1

Coming to Rust from dynamic languages like Python, I'm not used to the programming pattern where you provide a function with a mutable reference to an empty data structure and that function populates it. A typical example is reading a file into a String:

let mut f = File::open("file.txt").unwrap();
let mut contents = String::new();
f.read_to_string(&mut contents).unwrap();

To my Python-accustomed eyes, an API where you just create an owned value within the function and move it out as a return value looks much more intuitive / ergonomic / what have you:

let mut f = File::open("file.txt").unwrap();
let contents = f.read_to_string().unwrap();

Since the Rust standard library takes the former road, I figure there must be a reason for that.

Is it always preferable to use the reference pattern? If so, why? (Performance reasons? What specifically?) If not, how do I spot the cases where it might be beneficial?

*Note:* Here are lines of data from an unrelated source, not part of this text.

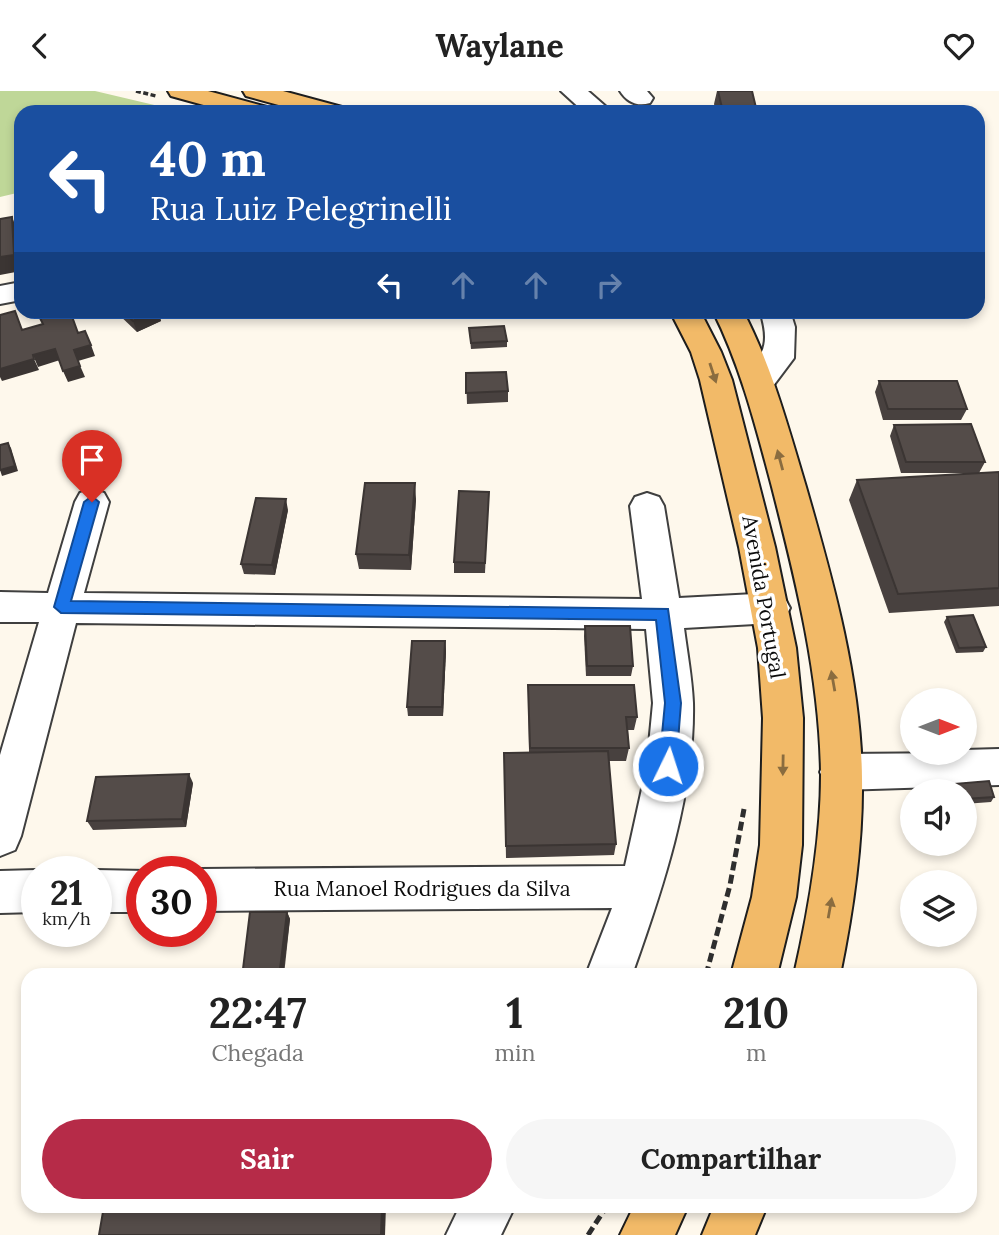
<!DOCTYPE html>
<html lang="pt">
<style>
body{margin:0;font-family:Lora,serif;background:#f6f6f6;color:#222;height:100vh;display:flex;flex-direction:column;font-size:26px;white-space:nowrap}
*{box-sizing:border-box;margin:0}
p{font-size:23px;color:#767676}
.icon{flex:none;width:38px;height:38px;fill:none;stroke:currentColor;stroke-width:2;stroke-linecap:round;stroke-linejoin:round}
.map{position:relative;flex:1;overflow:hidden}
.side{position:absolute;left:21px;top:877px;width:956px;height:245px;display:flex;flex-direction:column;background:#fff;border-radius:21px;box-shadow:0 4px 10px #0003}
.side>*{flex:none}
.guide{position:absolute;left:14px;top:14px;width:971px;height:214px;border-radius:21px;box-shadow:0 4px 10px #0003;background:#1a4fa0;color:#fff;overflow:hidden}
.needle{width:46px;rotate:90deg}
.fabs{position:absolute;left:900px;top:597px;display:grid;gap:14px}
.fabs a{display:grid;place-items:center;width:77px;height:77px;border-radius:50%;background:#fff;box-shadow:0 4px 10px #0003;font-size:35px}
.speed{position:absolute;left:21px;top:765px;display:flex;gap:14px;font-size:35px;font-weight:700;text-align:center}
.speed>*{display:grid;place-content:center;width:91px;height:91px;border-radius:50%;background:#fff;box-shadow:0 4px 10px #0003;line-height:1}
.speed small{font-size:18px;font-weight:400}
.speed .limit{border:10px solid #d22;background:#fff;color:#111}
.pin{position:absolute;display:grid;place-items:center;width:60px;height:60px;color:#fff;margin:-72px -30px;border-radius:50% 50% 50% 0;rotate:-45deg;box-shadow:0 0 7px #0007}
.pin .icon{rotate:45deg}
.me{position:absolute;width:77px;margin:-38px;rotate:4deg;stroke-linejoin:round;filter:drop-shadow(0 0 5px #0008)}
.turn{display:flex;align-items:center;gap:24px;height:147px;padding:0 21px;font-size:32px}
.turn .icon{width:91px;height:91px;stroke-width:2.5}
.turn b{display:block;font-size:49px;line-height:60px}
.lanes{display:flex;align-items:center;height:66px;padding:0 21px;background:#0003;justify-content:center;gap:35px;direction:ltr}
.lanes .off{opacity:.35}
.eta{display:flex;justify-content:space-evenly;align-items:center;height:119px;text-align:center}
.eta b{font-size:42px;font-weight:700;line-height:49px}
.cta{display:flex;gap:14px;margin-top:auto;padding:14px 21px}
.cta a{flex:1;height:80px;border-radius:42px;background:#b62b48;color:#fff;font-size:28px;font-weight:700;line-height:80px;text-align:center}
.cta a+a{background:#f6f6f6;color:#222}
header{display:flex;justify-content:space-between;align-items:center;height:91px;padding:0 21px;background:#fff;font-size:32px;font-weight:700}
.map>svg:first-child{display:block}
.forest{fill:#bfd798}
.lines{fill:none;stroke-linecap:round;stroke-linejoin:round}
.minor-casing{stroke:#3f3f3f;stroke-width:4}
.major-casing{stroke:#1d1d1d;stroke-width:4}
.path-far1{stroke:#2e2e2e;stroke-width:3.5;stroke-dasharray:5 2.5;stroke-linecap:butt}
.path{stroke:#2e2e2e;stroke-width:5;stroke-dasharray:9 4.5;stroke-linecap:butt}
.minor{fill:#fff;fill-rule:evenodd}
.major{fill:#f2ba68;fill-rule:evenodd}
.wall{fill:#48413f}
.shaded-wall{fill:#3b3533}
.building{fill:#544c49;stroke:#3b3533;stroke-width:2}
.oneway{fill:#8a6c3f}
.route{fill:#1a73e8;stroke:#114b97;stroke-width:2}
.labels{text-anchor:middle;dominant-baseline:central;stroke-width:7;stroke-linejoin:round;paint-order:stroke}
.street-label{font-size:21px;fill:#0c0c0c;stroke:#fff}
</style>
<header><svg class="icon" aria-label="back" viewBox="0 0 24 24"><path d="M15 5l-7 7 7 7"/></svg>Waylane<svg class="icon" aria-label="heart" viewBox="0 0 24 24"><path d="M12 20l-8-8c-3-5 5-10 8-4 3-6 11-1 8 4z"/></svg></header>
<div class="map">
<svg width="999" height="1144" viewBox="0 0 999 1144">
<rect width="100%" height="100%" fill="#fef8ec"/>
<polygon class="forest" points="0,0 95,0 184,21 21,21 21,101 0,106"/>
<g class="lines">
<defs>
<g id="minor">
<polygon points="561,0 588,0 612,21 584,21"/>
<path d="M620 0H647L653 7 650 12C637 16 627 11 620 0Z"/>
<polygon points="21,191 21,209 0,213 0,195"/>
<path d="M760 220H790L795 236 794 267 770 299 759 302 748 299 743 291C761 262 772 258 760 220Z"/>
<path d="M92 398 104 402 109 411 84 502 642 508 630 415 635 406 647 402 659 406 664 415 679 507 771 502 784 506 790 517 784 528 771 532 684 537C687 561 692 587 693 612 695 702 662 800 632 884H586L612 817 201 820V780H195L201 778 625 775 647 675 653 612 646 538 76 532 21 745 15 759 0 765V664L39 531H0V501L48 502 75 411 80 402Z"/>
<polygon points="999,658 999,694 841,699 826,694 820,681 826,668 841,663 964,662 964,659"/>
<polygon points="37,779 41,780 37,780 37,821 0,822 0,780"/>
<polygon points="96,779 146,780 142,780 142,821 96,821 96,780 92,780"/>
<polygon points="460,1115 515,1115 501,1144 446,1144"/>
</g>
<g id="major">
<polygon points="168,0 208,0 267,16 271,21 229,21 171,5"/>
<polygon points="243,0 283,0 342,16 346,21 304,21 246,5"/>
<polygon points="670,220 700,220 721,261 732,289 775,456 796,557 803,627 802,754 796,806 777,884 731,884 752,806 760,754 763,627 758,557 739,456 700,289 691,261"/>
<path d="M713 220H743C772 276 788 336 806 396 833 490 861 589 862 688 863 752 853 821 840 884H794C808 823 821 747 821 684 820 586 796 490 772 396 756 336 741 276 713 220Z"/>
<polygon points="634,1115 688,1115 675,1144 620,1144"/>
<polygon points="714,1115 767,1115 755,1144 702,1144"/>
</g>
</defs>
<use href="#minor" class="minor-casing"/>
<use href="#major" class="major-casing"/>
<polyline class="path-far1" points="136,0 156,5"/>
<g class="path">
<polyline points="706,884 730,794 744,718"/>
<polyline points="588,1144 607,1115"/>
</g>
<use href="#minor" class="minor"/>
<use href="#major" class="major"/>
</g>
<g class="wall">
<polygon points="717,0 752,0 757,21 716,21 714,13"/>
<polygon points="115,220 158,220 161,230 137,241"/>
<polygon points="469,237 507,250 507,256 471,258"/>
<polygon points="466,282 508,300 508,311 467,313"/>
<polygon points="879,290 967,318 961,329 883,329 875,301"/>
<polygon points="894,334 985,371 979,382 901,382 890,345"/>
<polygon points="999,381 999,515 889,522 849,409 857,389"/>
<polygon points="489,401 485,482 454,482 454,471"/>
<polygon points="416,408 411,479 359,478 356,463"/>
<polygon points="288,419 275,484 244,483 241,473"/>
<polygon points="947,526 986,556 983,561 956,562 944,531"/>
<polygon points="585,535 633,575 631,585 586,585 584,545"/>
<polygon points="445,550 446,560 443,625 408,625 407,616"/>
<polygon points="528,594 637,626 634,639 628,639 629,657 626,670 609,670 616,753 614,764 506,767 504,662 529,661"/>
<polygon points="193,692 186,736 93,739 87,730"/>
<polygon points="941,694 994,706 991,711 964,713 964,700 939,700 938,698"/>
<polygon points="287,821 290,828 284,884 246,884 243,878"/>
</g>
<g class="shaded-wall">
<polygon points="12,126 19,143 21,180 0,184 0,166"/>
<polygon points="153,220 158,220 161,230 137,241 133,230"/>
<polygon points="91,254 95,265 78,270 85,286 68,291 63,280 74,259"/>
<polygon points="55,258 60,269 38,276 33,264"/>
<polygon points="34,268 39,279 2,290 0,286 0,278"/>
<polygon points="8,352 11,357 18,380 2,385 0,379"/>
<polygon points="415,392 416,408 411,479 409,464"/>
<polygon points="286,408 288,419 275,484 272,474"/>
<polygon points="445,550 446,560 443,625 442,616"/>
<polygon points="189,683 193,692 186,736 182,728"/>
<polygon points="287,821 290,828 283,884 280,878"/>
<polygon points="382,1115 386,1115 385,1144 381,1144"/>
</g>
<g class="building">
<polygon points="718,0 752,0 757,21 723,21"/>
<polygon points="12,126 14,164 0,166 0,128"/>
<polygon points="15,220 22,239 43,233 40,227 62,220 70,220 78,242 85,240 91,254 74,259 80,275 63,280 55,258 33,264 34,268 0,278 0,224"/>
<polygon points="123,220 153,220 133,230"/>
<polygon points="504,235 507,250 471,252 469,237"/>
<polygon points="506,281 508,300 466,302 466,282"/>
<polygon points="879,290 957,290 967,318 888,318"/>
<polygon points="971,333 985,371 906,371 894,334"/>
<polygon points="8,352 15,375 0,379 0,354"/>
<polygon points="999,381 999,497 898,503 857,389"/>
<polygon points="365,392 415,392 409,464 356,463"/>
<polygon points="459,400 489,401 485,472 454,471"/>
<polygon points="256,407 286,408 272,474 241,473"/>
<polygon points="973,524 986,556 959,557 947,526"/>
<polygon points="585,535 630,535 633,575 587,575"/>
<polygon points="412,550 445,550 442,616 407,616"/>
<polygon points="528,594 634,594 637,626 626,626 629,657 530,657"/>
<polygon points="608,660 616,753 506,755 504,662"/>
<polygon points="189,683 182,728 87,730 96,686"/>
<polygon points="989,690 994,706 964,708 964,700 944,700 941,694"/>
<polygon points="250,821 287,821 280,878 243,878"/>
<polygon points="104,1115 382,1115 381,1144 99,1144"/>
</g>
<defs><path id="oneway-solid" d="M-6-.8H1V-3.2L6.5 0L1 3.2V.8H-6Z" transform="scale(1.75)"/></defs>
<g class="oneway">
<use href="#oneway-solid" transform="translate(713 282) rotate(72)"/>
<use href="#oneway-solid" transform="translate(780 369) rotate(-105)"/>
<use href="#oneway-solid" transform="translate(833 590) rotate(-100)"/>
<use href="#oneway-solid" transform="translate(783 674) rotate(91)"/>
<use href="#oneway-solid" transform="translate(830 817) rotate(-80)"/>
</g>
<polygon class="route" points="92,405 99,411 71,510 668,518 681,612 676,675 674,680 668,682 662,680 659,675 665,612 656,529 61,522 54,516 84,411"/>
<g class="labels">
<g class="street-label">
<text transform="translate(764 506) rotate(80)">Avenida Portugal</text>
<text x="422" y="797">Rua Manoel Rodrigues da Silva</text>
</g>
</g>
</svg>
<div class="fabs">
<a><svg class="needle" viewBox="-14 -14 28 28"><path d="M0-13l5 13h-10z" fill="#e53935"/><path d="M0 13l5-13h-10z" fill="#767676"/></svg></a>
<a><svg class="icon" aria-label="sound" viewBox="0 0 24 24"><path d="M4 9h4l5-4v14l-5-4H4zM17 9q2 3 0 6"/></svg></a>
<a><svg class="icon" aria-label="layers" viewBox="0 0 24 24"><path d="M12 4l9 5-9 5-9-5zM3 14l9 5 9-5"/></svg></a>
</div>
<div class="speed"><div>21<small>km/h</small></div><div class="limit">30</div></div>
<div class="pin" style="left:92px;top:411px;background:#d93025"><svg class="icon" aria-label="arrive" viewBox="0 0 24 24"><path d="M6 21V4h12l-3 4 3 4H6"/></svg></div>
<svg class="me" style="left:668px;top:675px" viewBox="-20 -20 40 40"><circle r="17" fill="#1a73e8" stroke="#fff" stroke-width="3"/><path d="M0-11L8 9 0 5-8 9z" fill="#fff"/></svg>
<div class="guide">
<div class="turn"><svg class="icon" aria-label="left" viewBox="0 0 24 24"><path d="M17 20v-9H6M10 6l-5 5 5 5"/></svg><div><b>40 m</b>Rua Luiz Pelegrinelli</div></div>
<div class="lanes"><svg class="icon" aria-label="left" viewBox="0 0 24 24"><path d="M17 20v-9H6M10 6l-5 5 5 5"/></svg><svg class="icon off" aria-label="ahead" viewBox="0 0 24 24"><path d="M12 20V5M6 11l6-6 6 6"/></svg><svg class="icon off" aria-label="ahead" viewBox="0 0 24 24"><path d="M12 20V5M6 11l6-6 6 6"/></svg><svg class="icon off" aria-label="right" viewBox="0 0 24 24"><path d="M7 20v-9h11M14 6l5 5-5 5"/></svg></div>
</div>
<section class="side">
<div class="eta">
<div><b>22:47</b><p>Chegada</p></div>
<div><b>1</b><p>min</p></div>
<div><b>210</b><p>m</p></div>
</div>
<div class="cta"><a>Sair</a><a>Compartilhar</a></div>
</section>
</div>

Is it mostly useful when I want to return another value in addition to populating the result data structure (as in the first example above, where .read_to_string() returns the number of bytes read)? Why not use a tuple? Is it simply a matter of personal preference?

Shepmaster
  • 388,571
  • 95
  • 1,107
  • 1,366
dlukes
  • 1,313
  • 16
  • 27
  • 3
    Rust is designed for system programming. This function gets a buffer to write in, and returns the written size. This is a very common design in such languages (think about C's `sprintf`, for example). This design is only useful in case of buffers IMO. – Boiethios Aug 18 '17 at 12:35
  • Related: [Why does Rust have both call by value and call by reference?](https://stackoverflow.com/questions/36562262/why-does-rust-have-both-call-by-value-and-call-by-reference). – ljedrz Aug 18 '17 at 12:44

1 Answers1

8

If read_to_string wanted to return an owned String, this means it would have to heap allocate a new String every time it was called. Also, because Read implementations don't always know how much data there is to be read, it would probably have to incrementally re-allocate the work-in-progress String multiple times. This also means every temporary String has to go back to the allocator to be destroyed.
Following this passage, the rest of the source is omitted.